The old stack ‘em up trick…

losing ground

This graph is renders beautifully. From the x-axis labels being shortened to the lack of chartjunk in the form of gridlines and excessive tick marks. The colors definitely make the chart stand out. I don’t think many would argue that point.

If you take a look at an earlier post, I featured another visualization taken from the same page of BusinessWeek’s January 28th issue. As you will see, the color scheme for the whole page was green and yellow.

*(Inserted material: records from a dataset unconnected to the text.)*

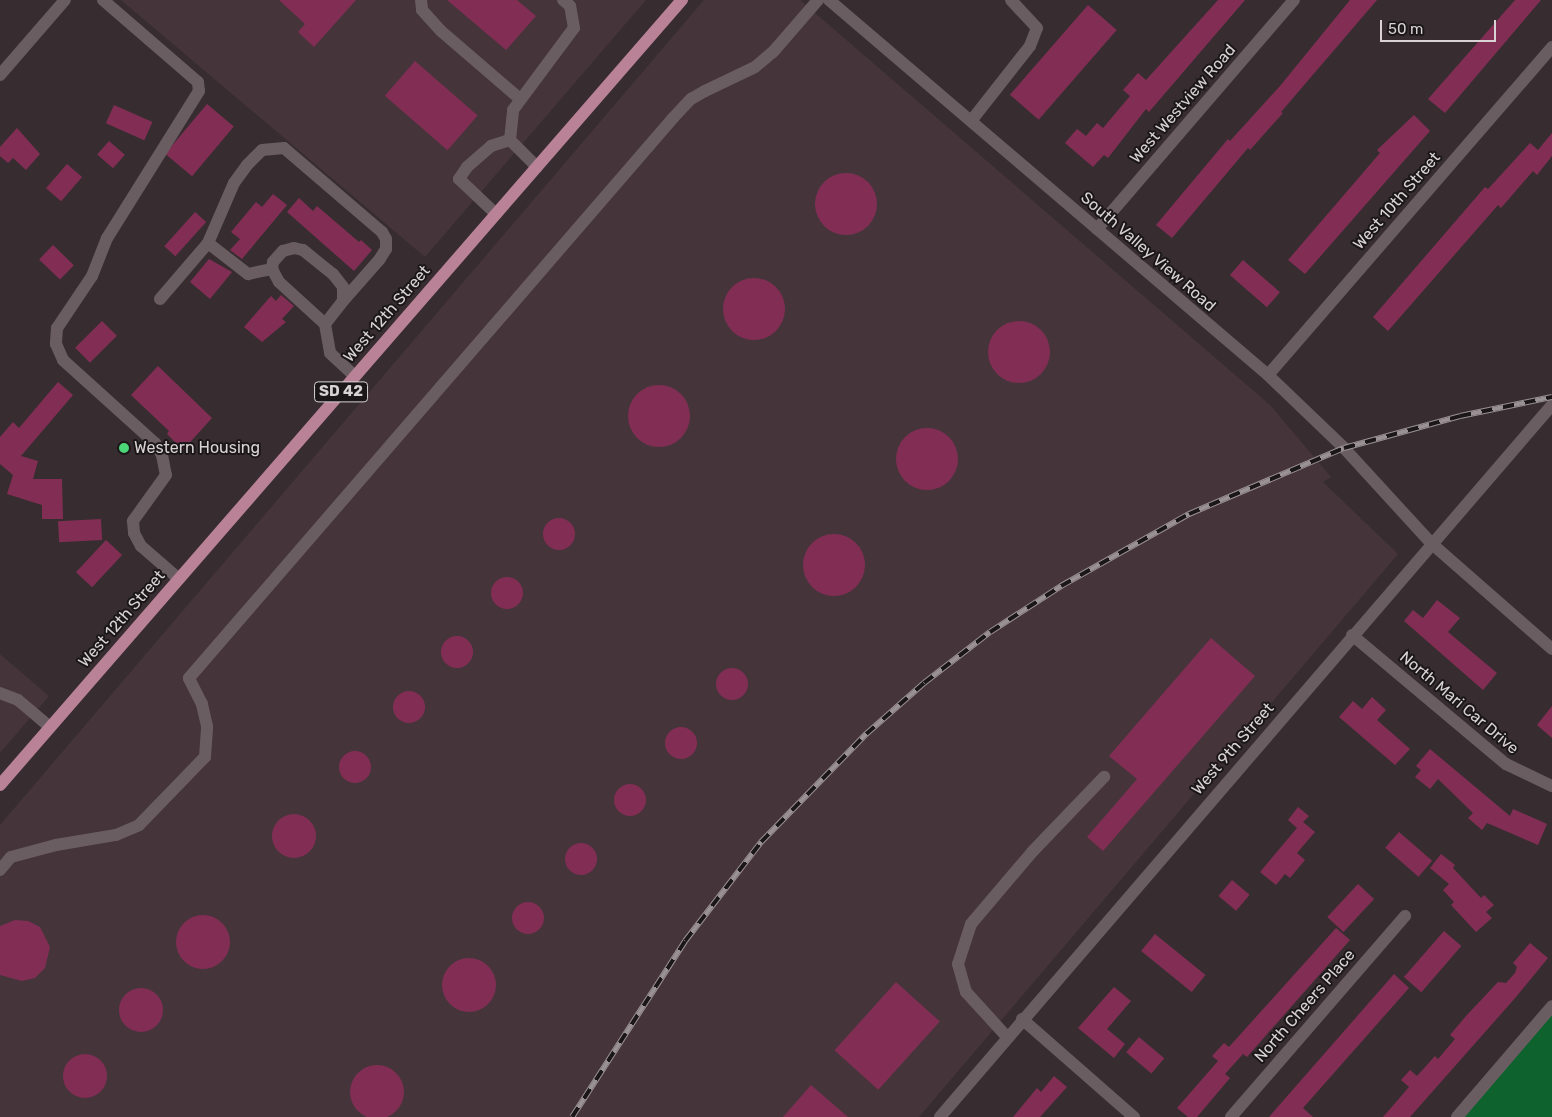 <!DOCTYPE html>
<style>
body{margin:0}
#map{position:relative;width:1552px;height:1117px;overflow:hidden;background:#372d30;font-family:Rubik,sans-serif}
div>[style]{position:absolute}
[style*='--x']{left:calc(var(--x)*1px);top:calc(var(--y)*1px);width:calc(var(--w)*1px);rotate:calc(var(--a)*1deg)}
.built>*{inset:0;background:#45343a}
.green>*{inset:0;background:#0d622d}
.building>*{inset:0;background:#822e54;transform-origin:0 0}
.round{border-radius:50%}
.minor>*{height:12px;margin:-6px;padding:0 6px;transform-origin:6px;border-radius:6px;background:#695d61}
.major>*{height:12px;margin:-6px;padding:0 6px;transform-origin:6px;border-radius:6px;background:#ba8297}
.rail>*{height:5.5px;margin-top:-2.75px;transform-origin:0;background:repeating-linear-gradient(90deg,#1b1718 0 11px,#999193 0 22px);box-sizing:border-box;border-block:1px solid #999193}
.dots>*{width:14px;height:14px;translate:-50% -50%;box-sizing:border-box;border:2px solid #1b1718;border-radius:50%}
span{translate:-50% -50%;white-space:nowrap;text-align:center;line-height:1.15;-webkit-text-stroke:4px #1b1718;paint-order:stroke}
.shield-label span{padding:1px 4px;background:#1b1718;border:1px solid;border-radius:4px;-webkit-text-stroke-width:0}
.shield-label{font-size:15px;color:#d9d2d4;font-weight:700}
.street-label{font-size:16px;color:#d9d2d4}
.poi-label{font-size:16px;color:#d9d2d4}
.left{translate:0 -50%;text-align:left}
.scale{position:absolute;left:1380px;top:20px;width:116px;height:22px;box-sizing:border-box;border:2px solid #d9d2d4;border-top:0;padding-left:6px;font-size:15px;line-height:18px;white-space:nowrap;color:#d9d2d4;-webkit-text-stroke:4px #1b1718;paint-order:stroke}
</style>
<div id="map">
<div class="built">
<i style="clip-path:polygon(121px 0,646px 0,425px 257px)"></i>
<i style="clip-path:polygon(704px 0,800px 0,1270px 405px,1331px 477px,1323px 482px,1398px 554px,919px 1117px,0 1117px,0 825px)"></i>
<i style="clip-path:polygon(0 654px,49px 696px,0 753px)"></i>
</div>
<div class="green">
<i style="clip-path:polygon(1552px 1007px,1552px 1117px,1458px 1117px)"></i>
</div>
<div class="building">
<i style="clip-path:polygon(279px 0,356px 0,314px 47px,298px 32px,305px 24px)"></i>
<i style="clip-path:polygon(447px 0,517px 0,536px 16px,506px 50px)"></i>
<i style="clip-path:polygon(1218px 0,1245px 0,1149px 112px,1146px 109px,1108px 158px,1104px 155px,1093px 167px,1065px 143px,1077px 129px,1086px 136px,1097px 123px,1103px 128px,1130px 96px,1123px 90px,1138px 73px,1146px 80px)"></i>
<i style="clip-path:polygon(1350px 0,1377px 0,1281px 112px,1283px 113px,1250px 150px,1248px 148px,1172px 238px,1156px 225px,1228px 139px,1230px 141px,1280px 86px)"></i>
<i style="clip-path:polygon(1515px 0,1541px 0,1445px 113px,1428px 99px)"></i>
<i style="left:1088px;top:5px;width:38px;height:119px;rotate:41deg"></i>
<i style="left:415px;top:61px;width:83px;height:46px;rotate:41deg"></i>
<i style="left:207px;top:104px;width:35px;height:65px;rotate:40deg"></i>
<i style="left:114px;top:105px;width:42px;height:20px;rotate:24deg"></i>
<i style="clip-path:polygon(1414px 115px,1430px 131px,1305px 274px,1288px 260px,1380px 153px,1377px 150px)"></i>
<i style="clip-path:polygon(17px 128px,40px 154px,26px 170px,13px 158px,8px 163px,0 156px,0 147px)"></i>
<i style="clip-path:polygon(1552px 133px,1552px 156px,1537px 175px,1533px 171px,1501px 208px,1498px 205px,1388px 331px,1373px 317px,1485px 187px,1488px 189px,1530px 143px,1538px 150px)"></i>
<i style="left:109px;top:141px;width:21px;height:18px;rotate:41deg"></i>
<i style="left:67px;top:164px;width:20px;height:32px;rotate:41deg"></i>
<i class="round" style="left:815px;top:173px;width:62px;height:62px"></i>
<i style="clip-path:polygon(273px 194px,287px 205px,242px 259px,230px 250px,240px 239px,231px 232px,256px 202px,262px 207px)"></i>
<i style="clip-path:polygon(299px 198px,313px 211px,317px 206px,359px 242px,361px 240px,372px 250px,354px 271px,287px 212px)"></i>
<i style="left:195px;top:212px;width:15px;height:46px;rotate:42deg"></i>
<i style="left:53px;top:245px;width:29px;height:20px;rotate:44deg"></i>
<i style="clip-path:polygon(209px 259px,232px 272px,210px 299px,190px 282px)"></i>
<i style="left:1243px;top:260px;width:49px;height:20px;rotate:41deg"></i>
<i class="round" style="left:723px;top:278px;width:62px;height:62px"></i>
<i style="clip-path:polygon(281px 295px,294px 306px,282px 319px,286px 322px,262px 342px,244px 327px,271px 296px,276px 301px)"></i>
<i style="left:102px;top:321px;width:21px;height:38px;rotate:45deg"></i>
<i class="round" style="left:988px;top:321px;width:62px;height:62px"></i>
<i style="clip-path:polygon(158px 366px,212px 418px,183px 450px,167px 434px,169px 431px,131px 395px)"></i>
<i style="clip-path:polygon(58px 382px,73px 395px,21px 456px,38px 461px,33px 479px,62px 479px,63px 519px,42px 519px,42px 505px,7px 494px,13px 475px,0 464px,0 437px,13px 422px,19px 428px)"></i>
<i class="round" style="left:628px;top:385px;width:62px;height:62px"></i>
<i class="round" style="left:896px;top:428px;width:62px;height:62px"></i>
<i class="round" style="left:543px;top:518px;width:32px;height:32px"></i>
<i style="left:101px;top:519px;width:21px;height:43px;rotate:87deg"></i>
<i class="round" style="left:803px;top:534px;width:62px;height:62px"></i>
<i style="left:106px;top:540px;width:22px;height:44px;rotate:43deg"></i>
<i class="round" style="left:491px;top:577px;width:32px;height:32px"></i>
<i style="clip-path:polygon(1437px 600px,1460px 618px,1448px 632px,1497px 673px,1483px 690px,1404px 621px,1413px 610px,1423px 618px)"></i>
<i class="round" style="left:441px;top:636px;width:32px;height:32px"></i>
<i style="clip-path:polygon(1211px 638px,1255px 676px,1103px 851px,1087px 837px,1137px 779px,1109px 756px)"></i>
<i class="round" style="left:716px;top:668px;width:32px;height:32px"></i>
<i class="round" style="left:393px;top:691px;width:32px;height:32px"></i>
<i style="clip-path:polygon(1372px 697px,1386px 710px,1377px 720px,1410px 749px,1395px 765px,1339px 717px,1353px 701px,1362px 709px)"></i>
<i style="clip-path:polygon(1552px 706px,1552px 738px,1537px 725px)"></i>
<i class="round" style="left:665px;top:727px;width:32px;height:32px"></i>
<i style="clip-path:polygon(1430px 749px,1510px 816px,1513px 809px,1547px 824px,1538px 845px,1487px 823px,1482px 830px,1468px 818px,1473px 813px,1438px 779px,1430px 789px,1415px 777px,1421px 770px,1416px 766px)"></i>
<i class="round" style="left:339px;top:751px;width:32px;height:32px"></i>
<i class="round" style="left:614px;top:784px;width:32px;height:32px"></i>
<i style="clip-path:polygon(1298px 807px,1309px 816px,1303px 822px,1315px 832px,1297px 853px,1305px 860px,1290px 878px,1285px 874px,1276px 885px,1260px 872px,1297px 828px,1288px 820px)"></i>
<i class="round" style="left:272px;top:814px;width:44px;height:44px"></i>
<i style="left:1399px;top:832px;width:44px;height:21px;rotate:41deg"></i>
<i class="round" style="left:565px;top:843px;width:32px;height:32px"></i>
<i style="clip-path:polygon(1441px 854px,1455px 865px,1453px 868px,1481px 898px,1484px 895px,1494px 905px,1486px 912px,1492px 918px,1476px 932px,1451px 905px,1454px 902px,1443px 890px,1449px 884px,1430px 868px)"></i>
<i style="left:1232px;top:880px;width:23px;height:21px;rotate:40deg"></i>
<i style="left:1358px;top:884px;width:22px;height:45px;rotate:43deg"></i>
<i class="round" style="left:512px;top:902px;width:32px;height:32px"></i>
<i class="round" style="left:176px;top:915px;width:54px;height:54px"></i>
<i style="clip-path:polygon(15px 920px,28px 921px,40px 927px,50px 947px,45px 968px,35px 978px,22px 981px,0 975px,0 926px)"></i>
<i style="clip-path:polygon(1336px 928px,1350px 940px,1247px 1057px,1243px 1054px,1225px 1074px,1230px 1078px,1197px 1117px,1188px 1117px,1177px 1108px,1218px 1061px,1212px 1056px,1224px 1043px,1229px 1047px)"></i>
<i style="left:1444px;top:931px;width:23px;height:61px;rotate:41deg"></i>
<i style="left:1155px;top:934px;width:65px;height:22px;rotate:39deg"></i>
<i style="clip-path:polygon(1530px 943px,1548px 958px,1516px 997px,1410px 1117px,1383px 1117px,1409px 1087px,1401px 1080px,1410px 1070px,1417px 1076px,1435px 1056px,1438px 1059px,1455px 1039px,1450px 1035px,1466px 1016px,1498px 982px,1506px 983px,1515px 973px,1517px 967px,1513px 963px)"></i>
<i class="round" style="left:442px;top:958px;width:54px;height:54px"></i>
<i style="clip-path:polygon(1394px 974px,1409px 988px,1303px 1108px,1313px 1117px,1269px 1117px)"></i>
<i style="left:896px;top:982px;width:59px;height:92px;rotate:42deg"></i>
<i style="clip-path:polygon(1114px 987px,1131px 1001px,1107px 1029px,1125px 1044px,1114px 1058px,1078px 1028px)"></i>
<i class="round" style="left:119px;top:988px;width:44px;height:44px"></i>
<i style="left:1139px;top:1037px;width:33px;height:20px;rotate:40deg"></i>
<i class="round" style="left:63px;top:1054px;width:44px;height:44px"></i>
<i class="round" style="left:350px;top:1065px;width:54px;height:54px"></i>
<i style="clip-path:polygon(1054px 1076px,1067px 1087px,1040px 1117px,1013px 1117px,1037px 1088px,1041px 1092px)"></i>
<i style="clip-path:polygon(811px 1085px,848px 1117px,783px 1117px)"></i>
</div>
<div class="minor">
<i style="--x:103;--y:0;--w:125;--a:40.8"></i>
<i style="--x:198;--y:82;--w:9;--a:84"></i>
<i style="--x:199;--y:91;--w:173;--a:122"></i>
<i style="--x:107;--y:238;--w:41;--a:111.5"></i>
<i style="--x:92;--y:276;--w:63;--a:123.9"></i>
<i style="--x:57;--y:328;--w:16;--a:94"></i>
<i style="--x:56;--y:344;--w:17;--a:66"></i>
<i style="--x:63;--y:360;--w:124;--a:42.1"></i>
<i style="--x:155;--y:443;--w:14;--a:60"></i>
<i style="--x:162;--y:455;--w:20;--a:79"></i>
<i style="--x:166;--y:475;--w:57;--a:125.7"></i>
<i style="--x:133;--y:521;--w:12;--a:85"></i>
<i style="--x:134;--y:533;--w:15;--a:62"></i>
<i style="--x:141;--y:546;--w:50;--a:41"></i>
<i style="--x:421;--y:0;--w:10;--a:84"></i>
<i style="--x:422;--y:10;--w:28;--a:48"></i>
<i style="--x:441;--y:31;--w:104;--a:40.7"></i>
<i style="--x:829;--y:0;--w:577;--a:40.5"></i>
<i style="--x:1268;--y:375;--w:105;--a:43.8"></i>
<i style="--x:1344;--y:448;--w:129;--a:47.5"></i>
<i style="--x:1431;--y:543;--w:161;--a:41.2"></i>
<i style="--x:0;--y:75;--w:99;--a:-49.1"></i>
<i style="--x:971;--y:121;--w:95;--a:-51.8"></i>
<i style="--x:1030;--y:46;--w:19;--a:-69"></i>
<i style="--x:1037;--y:28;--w:38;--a:-133"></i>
<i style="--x:537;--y:167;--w:38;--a:-135"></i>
<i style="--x:510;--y:140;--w:30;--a:-84"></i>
<i style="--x:513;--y:110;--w:102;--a:-53.4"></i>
<i style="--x:574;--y:28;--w:22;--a:-100"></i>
<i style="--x:570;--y:6;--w:9;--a:-139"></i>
<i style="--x:496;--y:214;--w:51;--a:-136.6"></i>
<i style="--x:459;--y:179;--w:14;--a:-56"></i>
<i style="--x:467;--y:167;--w:32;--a:-41"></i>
<i style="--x:491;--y:146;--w:20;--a:-18"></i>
<i style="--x:1097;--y:229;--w:302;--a:-49.3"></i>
<i style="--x:208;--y:243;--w:65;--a:-66.6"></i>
<i style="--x:234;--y:183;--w:22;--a:-54"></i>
<i style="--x:247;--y:165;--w:21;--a:-45"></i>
<i style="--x:262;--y:150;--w:22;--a:-5"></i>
<i style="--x:284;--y:148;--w:129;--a:40.6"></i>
<i style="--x:382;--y:232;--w:8;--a:60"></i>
<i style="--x:386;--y:239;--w:10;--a:90"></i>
<i style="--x:386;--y:249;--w:13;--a:122"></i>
<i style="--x:379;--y:260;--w:55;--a:131.3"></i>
<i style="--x:160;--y:299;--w:74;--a:-49.4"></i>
<i style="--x:208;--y:243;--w:51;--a:37.8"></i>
<i style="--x:248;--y:274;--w:25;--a:-12"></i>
<i style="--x:325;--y:324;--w:62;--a:-137.6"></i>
<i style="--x:279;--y:282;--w:15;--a:-118"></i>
<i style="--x:272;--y:269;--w:7;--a:-82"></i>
<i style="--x:273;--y:262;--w:15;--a:-48"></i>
<i style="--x:283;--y:251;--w:11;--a:-15"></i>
<i style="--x:294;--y:248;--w:9;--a:13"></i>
<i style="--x:303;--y:250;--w:38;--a:39"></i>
<i style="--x:333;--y:274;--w:16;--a:52"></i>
<i style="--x:343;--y:287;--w:14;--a:90"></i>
<i style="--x:343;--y:301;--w:29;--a:128"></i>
<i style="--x:325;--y:324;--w:29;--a:80"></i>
<i style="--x:330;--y:353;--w:34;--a:43"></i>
<i style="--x:1268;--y:375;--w:434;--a:-49.1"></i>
<i style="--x:1352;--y:635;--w:201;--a:40"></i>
<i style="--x:1506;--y:764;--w:51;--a:25.6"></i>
<i style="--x:0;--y:693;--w:19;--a:21"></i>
<i style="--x:18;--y:700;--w:42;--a:40.2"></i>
<i style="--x:0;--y:870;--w:17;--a:-50"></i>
<i style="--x:11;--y:857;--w:47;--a:-14.9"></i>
<i style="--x:56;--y:845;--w:61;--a:-9.5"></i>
<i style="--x:116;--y:835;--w:25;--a:-23"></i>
<i style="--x:139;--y:825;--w:95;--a:-45.9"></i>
<i style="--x:205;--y:757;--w:31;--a:-86"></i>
<i style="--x:207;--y:726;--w:23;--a:-103"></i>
<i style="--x:202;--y:704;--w:29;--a:-117"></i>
<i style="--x:189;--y:678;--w:740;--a:-49.16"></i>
<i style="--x:673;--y:118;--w:26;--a:-47"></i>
<i style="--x:691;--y:99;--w:16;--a:-30"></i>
<i style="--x:705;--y:91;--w:55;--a:-25.6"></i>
<i style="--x:755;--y:67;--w:23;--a:-40"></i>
<i style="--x:773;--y:52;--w:69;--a:-49.1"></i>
<i style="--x:1022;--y:1019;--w:149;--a:41.2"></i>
<i style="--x:1007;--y:1037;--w:61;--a:-132.3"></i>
<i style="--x:966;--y:992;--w:29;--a:-106"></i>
<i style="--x:958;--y:964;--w:42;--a:-72"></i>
<i style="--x:971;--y:924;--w:96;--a:-49.7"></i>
<i style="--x:1033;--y:851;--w:103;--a:-46.2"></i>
<i style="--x:940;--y:1117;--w:939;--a:-49.32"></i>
<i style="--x:1231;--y:1117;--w:266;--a:-49.1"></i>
<i style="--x:1457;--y:1117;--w:146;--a:-49.4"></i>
</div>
<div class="major">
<i style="--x:0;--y:785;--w:1040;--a:-49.02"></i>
</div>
<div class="rail">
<i style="--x:572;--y:1117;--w:209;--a:-57.3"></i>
<i style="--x:685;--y:941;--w:125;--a:-52.5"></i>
<i style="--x:761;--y:842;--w:151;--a:-45.8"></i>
<i style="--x:866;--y:734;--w:77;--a:-41.3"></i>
<i style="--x:924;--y:683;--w:83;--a:-37.7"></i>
<i style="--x:990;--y:632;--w:85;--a:-32.9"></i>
<i style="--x:1061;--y:586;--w:147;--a:-29.4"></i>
<i style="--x:1189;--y:514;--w:168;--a:-23.1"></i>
<i style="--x:1344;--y:448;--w:120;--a:-15.4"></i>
<i style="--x:1460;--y:416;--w:94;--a:-11.7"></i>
</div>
<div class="dots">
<i style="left:124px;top:448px;background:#4bd677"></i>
</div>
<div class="shield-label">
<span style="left:341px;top:392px">SD 42</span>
</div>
<div class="street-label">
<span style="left:1183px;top:104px;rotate:-49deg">West Westview Road</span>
<span style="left:1397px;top:201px;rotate:-49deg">West 10th Street</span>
<span style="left:1148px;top:252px;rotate:41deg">South Valley View Road</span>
<span style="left:387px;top:314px;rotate:-49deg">West 12th Street</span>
<span style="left:122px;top:619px;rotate:-49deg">West 12th Street</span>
<span style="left:1459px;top:703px;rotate:40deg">North Mari Car Drive</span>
<span style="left:1233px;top:749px;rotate:-49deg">West 9th Street</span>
<span style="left:1305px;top:1006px;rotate:-49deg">North Cheers Place</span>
</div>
<div class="poi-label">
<span class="left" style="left:134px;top:448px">Western Housing</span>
</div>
<div class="scale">50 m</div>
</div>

This graph shows two points very well!

  1. The first point is the trend of “The Detroit Three” shown in green below. I can quickly and accurately see the initial jump, plateau and then gradual decline.
  2. The second point that is definitive is the total for both the Foreign series and The Detroit Three series. The total sharply rises until 2000 and then starts a gradual decline over the next seven years.

gt500 m6

What is almost impossible to determine is the change in Foreign sales from year to year and over the entire sixteen years. Intuitively, I can see that after about year 2000 the yellow portion is larger because the total is about the same while the green section gets smaller. Simply put, the reason a stacked bar chart is a poor choice when comparing more than one series over time is due to the baseline not being the same for the second (yellow) series.

For this example, the point isn’t what the total sales were over sixteen years. The point is how one compare to the other. I know this from the title of the page being, Detroit is still behind, despite hard-won gains.

Point: When showing more than one series over time (time being the key here) the most logical choice should be a line graph. I’ve seen some horrid stacked bar charts with many more segments. On a rare occasion, I may use a stacked bar chart only when time or trending is not a factor.